■ What to produce
Below are the entries; determine how many of their lines contain the string "water" and give that figure alone.

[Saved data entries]
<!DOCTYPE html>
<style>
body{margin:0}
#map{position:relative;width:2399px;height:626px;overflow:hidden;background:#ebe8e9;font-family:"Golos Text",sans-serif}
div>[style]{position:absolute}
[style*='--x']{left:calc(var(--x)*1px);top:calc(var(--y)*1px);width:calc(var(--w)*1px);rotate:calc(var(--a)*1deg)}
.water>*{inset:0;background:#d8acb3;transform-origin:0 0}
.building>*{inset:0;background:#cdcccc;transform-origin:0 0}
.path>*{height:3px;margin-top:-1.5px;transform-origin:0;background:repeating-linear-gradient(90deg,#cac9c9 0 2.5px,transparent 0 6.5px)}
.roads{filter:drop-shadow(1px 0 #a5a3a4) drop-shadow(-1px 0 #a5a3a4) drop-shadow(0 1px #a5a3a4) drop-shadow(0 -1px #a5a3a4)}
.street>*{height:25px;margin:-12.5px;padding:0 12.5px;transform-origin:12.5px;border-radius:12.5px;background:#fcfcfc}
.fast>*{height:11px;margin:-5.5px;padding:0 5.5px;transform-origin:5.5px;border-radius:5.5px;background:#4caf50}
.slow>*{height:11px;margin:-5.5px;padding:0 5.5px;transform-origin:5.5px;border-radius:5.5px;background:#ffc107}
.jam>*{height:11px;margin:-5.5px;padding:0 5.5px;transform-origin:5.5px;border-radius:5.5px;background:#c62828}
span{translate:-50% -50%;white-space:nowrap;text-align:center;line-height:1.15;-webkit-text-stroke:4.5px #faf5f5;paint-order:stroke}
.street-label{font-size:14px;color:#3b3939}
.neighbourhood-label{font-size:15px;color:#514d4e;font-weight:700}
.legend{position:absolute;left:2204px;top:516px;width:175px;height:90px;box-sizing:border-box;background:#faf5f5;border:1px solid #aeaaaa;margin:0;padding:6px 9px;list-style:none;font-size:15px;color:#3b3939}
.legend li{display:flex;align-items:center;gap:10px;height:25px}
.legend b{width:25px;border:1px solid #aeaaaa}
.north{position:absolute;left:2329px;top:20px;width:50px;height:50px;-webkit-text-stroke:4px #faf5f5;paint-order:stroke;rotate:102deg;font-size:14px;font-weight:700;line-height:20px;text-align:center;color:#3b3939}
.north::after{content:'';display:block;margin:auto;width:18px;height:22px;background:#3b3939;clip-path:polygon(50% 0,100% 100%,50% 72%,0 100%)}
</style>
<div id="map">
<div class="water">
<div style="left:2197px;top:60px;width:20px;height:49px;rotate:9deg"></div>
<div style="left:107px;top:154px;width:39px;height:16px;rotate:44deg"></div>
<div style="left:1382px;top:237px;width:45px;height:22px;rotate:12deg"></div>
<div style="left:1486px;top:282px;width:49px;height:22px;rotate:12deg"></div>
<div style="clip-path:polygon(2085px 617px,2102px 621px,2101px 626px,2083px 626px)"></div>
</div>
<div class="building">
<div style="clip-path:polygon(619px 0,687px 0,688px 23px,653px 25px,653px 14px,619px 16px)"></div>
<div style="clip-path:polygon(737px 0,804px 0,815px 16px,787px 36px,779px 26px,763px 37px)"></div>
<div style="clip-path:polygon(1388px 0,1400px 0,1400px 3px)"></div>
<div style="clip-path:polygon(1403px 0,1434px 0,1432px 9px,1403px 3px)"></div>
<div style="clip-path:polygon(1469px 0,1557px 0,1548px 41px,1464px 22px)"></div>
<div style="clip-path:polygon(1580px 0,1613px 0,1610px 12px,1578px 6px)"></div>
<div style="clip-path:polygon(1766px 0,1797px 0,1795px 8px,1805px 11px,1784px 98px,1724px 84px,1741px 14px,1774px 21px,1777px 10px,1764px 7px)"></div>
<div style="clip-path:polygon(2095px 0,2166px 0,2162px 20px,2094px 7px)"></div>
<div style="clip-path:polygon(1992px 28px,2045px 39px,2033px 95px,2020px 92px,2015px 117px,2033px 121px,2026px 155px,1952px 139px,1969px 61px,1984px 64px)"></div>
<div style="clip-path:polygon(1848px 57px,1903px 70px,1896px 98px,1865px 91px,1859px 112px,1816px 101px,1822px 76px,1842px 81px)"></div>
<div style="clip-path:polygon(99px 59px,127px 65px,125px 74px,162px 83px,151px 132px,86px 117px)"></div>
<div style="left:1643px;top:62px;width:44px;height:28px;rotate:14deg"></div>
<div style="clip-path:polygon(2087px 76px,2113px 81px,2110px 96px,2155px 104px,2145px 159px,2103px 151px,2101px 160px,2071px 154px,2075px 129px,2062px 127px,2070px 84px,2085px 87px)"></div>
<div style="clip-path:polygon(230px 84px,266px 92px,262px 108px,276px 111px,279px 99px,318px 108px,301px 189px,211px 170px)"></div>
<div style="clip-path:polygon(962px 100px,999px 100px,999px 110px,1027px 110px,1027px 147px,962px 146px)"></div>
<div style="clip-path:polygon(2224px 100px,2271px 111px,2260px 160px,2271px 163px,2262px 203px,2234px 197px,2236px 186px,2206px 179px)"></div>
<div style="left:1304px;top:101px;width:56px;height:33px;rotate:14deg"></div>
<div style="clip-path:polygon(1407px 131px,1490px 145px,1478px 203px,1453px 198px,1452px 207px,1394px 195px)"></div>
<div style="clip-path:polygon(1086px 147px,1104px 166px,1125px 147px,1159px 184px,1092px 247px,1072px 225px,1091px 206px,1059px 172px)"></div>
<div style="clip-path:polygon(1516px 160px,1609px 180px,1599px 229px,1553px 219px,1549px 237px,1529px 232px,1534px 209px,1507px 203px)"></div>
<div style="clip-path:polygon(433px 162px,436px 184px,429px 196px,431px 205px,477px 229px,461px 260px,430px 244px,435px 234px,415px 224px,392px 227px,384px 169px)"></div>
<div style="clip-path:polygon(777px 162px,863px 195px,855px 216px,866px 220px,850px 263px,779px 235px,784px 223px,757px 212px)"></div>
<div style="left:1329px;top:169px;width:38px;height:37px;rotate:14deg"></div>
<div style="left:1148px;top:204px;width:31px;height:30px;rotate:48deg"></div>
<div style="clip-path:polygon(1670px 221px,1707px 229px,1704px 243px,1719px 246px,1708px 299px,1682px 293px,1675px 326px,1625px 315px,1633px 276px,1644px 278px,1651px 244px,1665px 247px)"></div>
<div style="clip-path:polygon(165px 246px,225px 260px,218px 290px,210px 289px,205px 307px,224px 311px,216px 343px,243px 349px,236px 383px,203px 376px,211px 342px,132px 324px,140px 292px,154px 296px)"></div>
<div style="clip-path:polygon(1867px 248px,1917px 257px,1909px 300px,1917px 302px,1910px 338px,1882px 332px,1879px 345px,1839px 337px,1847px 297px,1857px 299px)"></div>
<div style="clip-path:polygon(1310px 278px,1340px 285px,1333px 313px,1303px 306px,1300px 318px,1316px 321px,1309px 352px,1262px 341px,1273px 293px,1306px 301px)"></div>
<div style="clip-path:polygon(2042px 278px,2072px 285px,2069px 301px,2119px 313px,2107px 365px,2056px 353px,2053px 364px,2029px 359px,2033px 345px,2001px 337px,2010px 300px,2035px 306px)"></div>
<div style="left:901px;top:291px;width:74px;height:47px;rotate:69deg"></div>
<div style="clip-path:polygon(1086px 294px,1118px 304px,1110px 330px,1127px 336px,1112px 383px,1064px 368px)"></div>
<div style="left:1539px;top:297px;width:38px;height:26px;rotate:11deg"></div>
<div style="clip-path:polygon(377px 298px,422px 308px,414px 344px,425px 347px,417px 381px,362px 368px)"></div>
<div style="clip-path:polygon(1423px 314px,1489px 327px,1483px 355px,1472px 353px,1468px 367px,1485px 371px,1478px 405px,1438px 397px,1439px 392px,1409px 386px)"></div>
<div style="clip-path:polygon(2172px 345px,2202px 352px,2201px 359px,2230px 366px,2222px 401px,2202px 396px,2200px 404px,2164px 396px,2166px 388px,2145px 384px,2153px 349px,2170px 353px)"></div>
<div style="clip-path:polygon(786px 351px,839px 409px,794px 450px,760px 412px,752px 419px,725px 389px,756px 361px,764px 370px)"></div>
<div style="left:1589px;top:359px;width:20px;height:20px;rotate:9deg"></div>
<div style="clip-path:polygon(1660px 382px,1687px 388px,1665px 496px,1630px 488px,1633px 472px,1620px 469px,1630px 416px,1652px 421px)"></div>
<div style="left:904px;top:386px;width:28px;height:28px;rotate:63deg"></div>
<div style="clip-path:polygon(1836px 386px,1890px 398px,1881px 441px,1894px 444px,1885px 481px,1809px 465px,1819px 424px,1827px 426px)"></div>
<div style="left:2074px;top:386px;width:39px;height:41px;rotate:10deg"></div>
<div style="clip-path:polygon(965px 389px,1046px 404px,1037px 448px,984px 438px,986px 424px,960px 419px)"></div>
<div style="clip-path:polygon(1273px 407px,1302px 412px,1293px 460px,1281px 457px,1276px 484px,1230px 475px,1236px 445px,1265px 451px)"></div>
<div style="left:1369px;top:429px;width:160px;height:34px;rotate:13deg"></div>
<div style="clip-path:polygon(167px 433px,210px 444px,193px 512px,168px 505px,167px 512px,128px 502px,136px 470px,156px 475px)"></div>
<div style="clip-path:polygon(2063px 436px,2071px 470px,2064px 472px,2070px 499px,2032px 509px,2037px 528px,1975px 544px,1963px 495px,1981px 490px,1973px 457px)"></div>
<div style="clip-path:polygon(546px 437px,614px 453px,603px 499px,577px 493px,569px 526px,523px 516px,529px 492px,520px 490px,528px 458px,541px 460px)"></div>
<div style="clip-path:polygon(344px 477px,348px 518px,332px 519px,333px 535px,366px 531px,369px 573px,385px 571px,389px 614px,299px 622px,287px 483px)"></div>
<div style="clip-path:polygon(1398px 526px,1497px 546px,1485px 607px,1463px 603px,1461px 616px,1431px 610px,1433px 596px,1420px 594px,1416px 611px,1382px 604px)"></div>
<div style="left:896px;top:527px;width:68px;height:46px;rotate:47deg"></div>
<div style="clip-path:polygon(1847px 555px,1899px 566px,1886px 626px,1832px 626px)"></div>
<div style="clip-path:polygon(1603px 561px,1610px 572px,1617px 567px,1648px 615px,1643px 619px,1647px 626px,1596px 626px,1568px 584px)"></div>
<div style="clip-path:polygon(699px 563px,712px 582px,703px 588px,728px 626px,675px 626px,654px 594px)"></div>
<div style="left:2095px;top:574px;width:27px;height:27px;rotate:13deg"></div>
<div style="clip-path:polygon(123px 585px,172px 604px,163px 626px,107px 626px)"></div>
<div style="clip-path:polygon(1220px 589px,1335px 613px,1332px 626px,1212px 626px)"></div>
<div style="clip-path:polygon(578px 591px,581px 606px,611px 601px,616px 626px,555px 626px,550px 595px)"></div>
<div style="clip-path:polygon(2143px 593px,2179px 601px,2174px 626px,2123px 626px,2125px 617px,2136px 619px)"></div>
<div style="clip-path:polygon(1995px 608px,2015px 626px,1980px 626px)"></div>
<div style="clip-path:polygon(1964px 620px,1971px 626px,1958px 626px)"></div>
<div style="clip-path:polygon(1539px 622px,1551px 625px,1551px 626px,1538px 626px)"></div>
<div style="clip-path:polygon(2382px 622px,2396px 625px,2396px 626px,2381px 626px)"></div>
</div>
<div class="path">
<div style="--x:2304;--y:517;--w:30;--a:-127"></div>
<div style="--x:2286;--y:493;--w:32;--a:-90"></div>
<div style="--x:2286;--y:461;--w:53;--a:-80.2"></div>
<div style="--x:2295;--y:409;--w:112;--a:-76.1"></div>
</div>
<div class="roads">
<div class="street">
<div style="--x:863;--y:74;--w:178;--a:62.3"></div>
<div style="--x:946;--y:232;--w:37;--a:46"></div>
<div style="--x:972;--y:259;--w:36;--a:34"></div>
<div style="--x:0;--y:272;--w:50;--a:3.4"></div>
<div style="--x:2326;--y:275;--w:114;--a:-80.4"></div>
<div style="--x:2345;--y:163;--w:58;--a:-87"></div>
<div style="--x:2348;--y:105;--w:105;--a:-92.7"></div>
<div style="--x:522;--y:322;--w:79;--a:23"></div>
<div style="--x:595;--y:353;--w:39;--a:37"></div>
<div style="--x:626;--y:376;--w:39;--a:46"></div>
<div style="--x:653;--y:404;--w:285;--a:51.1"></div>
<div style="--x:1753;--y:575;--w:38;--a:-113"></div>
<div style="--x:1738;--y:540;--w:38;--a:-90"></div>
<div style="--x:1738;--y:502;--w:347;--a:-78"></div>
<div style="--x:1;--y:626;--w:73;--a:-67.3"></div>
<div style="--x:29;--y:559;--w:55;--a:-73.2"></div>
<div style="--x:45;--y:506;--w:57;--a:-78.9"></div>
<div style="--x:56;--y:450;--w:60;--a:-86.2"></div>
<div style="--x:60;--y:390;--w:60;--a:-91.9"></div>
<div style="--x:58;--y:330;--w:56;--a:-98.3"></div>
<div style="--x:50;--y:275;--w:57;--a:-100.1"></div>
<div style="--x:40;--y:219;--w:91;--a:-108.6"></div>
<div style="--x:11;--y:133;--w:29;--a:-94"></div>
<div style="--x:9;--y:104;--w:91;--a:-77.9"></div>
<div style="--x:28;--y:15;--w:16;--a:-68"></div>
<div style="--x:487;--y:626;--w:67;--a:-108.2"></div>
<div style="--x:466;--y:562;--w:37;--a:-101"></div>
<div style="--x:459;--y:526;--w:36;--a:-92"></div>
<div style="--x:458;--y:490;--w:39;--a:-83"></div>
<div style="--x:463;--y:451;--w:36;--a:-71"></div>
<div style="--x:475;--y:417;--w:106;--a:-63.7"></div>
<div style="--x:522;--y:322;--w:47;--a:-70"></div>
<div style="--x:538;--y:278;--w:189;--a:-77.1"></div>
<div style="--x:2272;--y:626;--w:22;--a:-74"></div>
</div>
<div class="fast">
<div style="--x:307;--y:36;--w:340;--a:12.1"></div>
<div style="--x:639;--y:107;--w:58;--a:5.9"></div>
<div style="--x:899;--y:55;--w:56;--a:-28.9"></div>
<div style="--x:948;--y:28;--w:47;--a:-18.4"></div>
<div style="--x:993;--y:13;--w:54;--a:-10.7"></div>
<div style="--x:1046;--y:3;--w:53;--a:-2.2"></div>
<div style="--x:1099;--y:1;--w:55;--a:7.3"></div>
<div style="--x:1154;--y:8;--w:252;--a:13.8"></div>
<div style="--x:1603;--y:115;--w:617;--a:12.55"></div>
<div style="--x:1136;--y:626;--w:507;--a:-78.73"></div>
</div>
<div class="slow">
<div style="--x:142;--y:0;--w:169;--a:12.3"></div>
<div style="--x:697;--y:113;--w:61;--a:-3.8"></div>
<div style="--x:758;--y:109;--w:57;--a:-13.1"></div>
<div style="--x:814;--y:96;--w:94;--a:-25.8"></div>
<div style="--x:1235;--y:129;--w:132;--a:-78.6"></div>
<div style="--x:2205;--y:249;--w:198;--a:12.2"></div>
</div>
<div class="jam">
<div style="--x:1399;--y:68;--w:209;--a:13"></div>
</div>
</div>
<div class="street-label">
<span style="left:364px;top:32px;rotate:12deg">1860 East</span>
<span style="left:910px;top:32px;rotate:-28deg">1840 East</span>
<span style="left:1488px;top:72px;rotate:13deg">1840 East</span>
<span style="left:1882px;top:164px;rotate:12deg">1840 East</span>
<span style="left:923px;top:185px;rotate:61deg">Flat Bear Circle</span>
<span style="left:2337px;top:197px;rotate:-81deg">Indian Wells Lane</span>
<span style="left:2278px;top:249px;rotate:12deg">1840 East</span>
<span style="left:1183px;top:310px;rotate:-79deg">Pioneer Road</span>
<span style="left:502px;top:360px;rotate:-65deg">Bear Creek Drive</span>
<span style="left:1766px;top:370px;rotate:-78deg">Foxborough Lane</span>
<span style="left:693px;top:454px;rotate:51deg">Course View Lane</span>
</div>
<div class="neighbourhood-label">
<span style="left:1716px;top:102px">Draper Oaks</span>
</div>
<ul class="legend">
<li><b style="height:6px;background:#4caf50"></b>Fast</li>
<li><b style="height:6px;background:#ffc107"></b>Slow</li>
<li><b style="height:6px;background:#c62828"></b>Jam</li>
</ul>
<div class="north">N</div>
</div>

■ Output below
2